■ **Problem to solve**
Write the records out again exactly, but without pictures.

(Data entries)
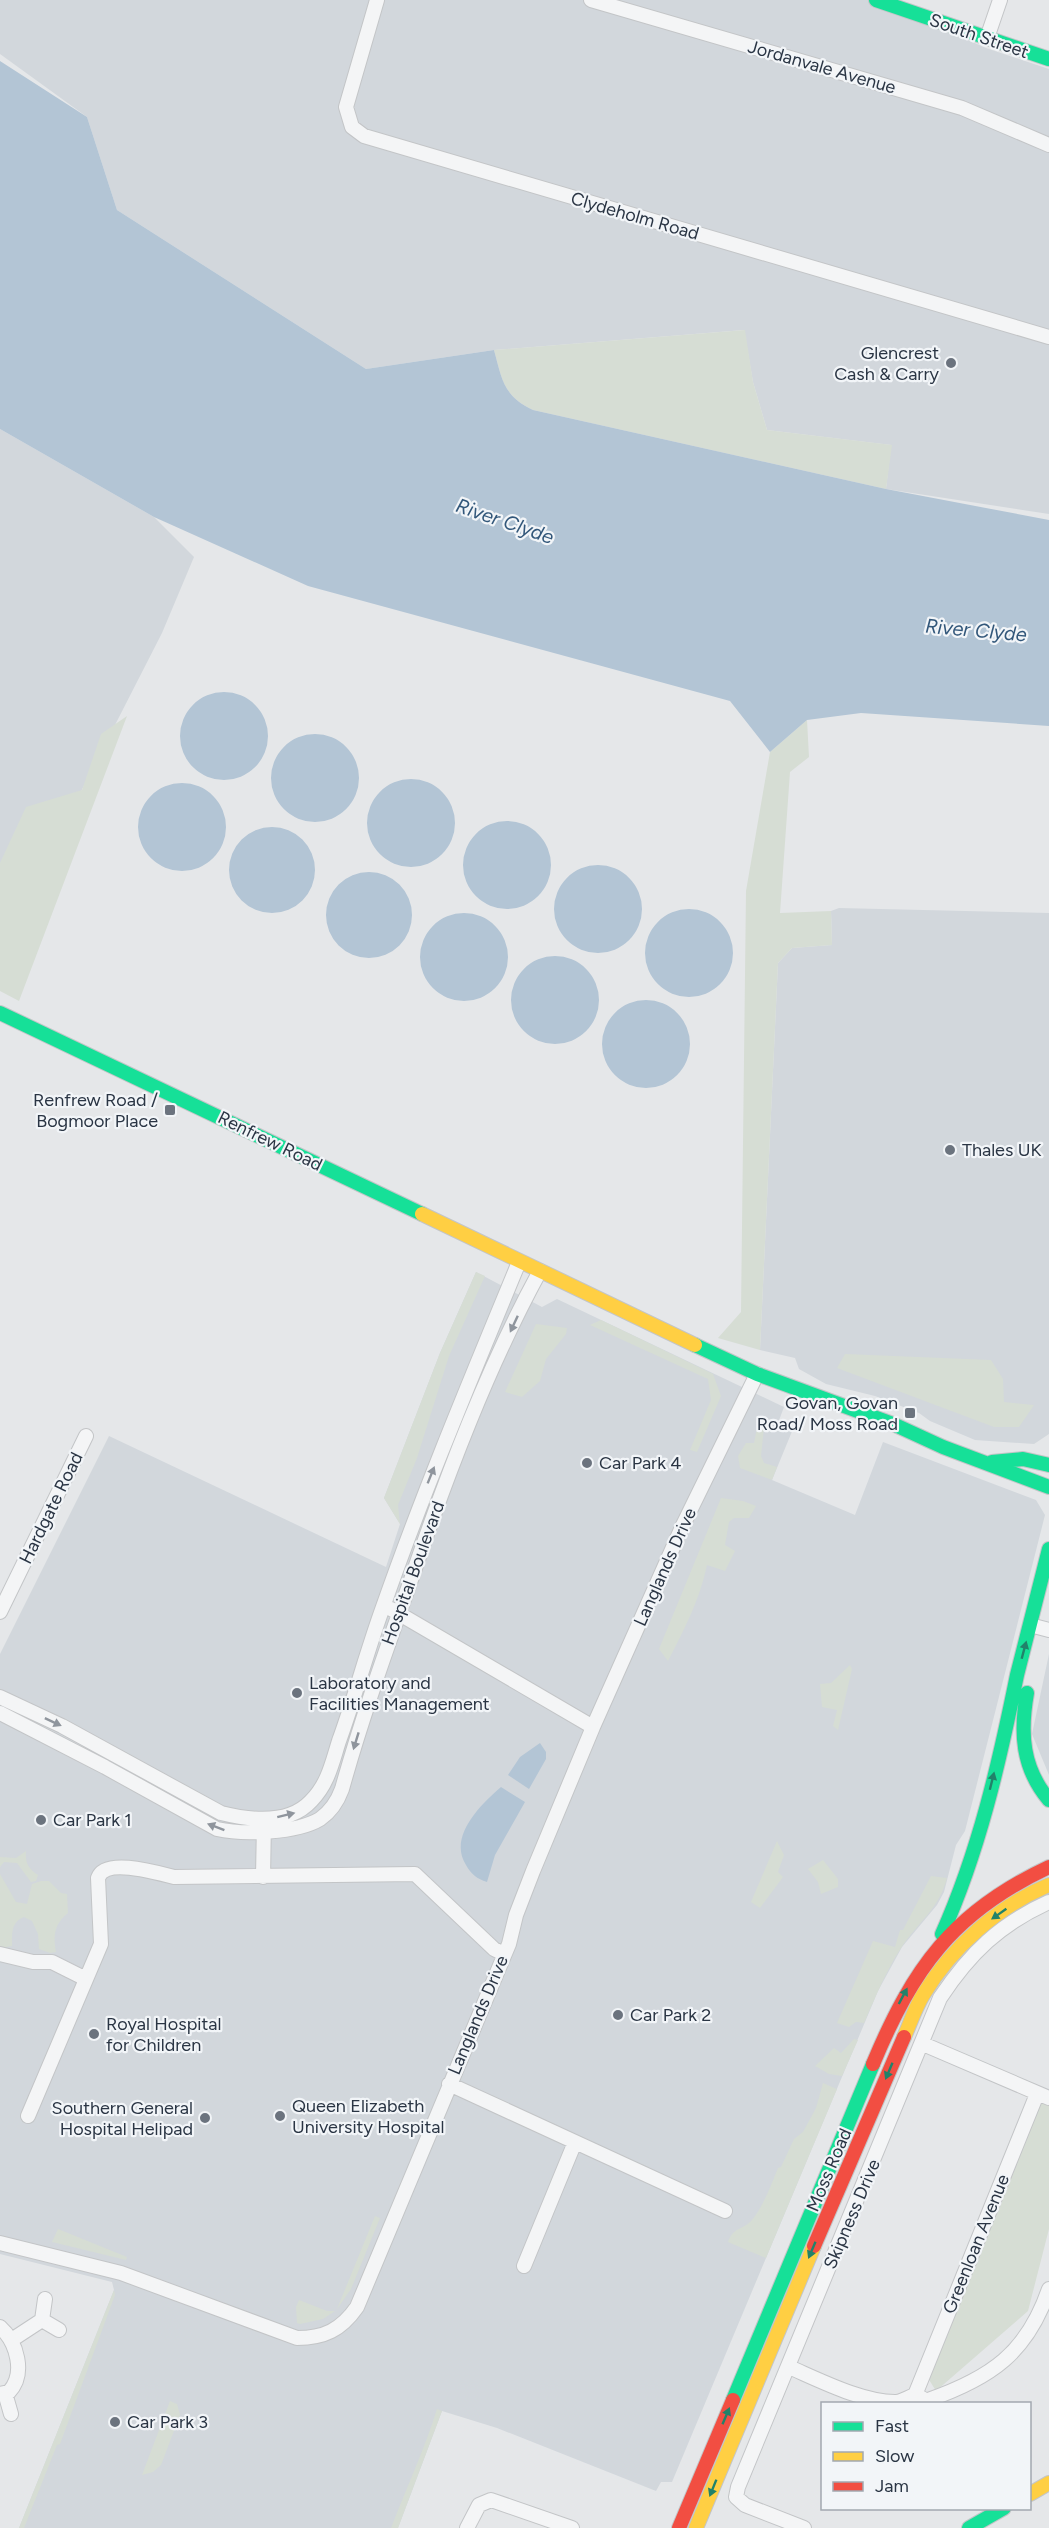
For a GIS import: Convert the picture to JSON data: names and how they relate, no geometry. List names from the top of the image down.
{
  "streets": {
    "main road": ["South Street", "Renfrew Road", "Moss Road"],
    "street": [
      "Jordanvale Avenue",
      "Clydeholm Road",
      "Hardgate Road",
      "Langlands Drive",
      "Hospital Boulevard",
      "Skipness Drive",
      "Greenloan Avenue"
    ]
  },
  "crossings": [
    ["Renfrew Road", "Langlands Drive"],
    ["Renfrew Road", "Hospital Boulevard"]
  ],
  "water": ["River Clyde"],
  "places": {
    "other": [
      "Glencrest Cash & Carry",
      "Thales UK",
      "Car Park 4",
      "Laboratory and Facilities Management",
      "Car Park 1",
      "Car Park 2",
      "Royal Hospital for Children",
      "Queen Elizabeth University Hospital",
      "Southern General Hospital Helipad",
      "Car Park 3"
    ],
    "transit": ["Renfrew Road / Bogmoor Place", "Govan, Govan Road/ Moss Road"]
  },
  "legend": ["Fast", "Slow", "Jam"]
}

■ **Response to this exercise**
For a GIS import: Convert the picture to JSON data: names and how they relate, no geometry. List names from the top of the image down.
{
  "streets": {
    "main road": ["South Street", "Renfrew Road", "Moss Road"],
    "street": [
      "Jordanvale Avenue",
      "Clydeholm Road",
      "Hardgate Road",
      "Langlands Drive",
      "Hospital Boulevard",
      "Skipness Drive",
      "Greenloan Avenue"
    ]
  },
  "crossings": [
    ["Renfrew Road", "Langlands Drive"],
    ["Renfrew Road", "Hospital Boulevard"]
  ],
  "water": ["River Clyde"],
  "places": {
    "other": [
      "Glencrest Cash & Carry",
      "Thales UK",
      "Car Park 4",
      "Laboratory and Facilities Management",
      "Car Park 1",
      "Car Park 2",
      "Royal Hospital for Children",
      "Queen Elizabeth University Hospital",
      "Southern General Hospital Helipad",
      "Car Park 3"
    ],
    "transit": ["Renfrew Road / Bogmoor Place", "Govan, Govan Road/ Moss Road"]
  },
  "legend": ["Fast", "Slow", "Jam"]
}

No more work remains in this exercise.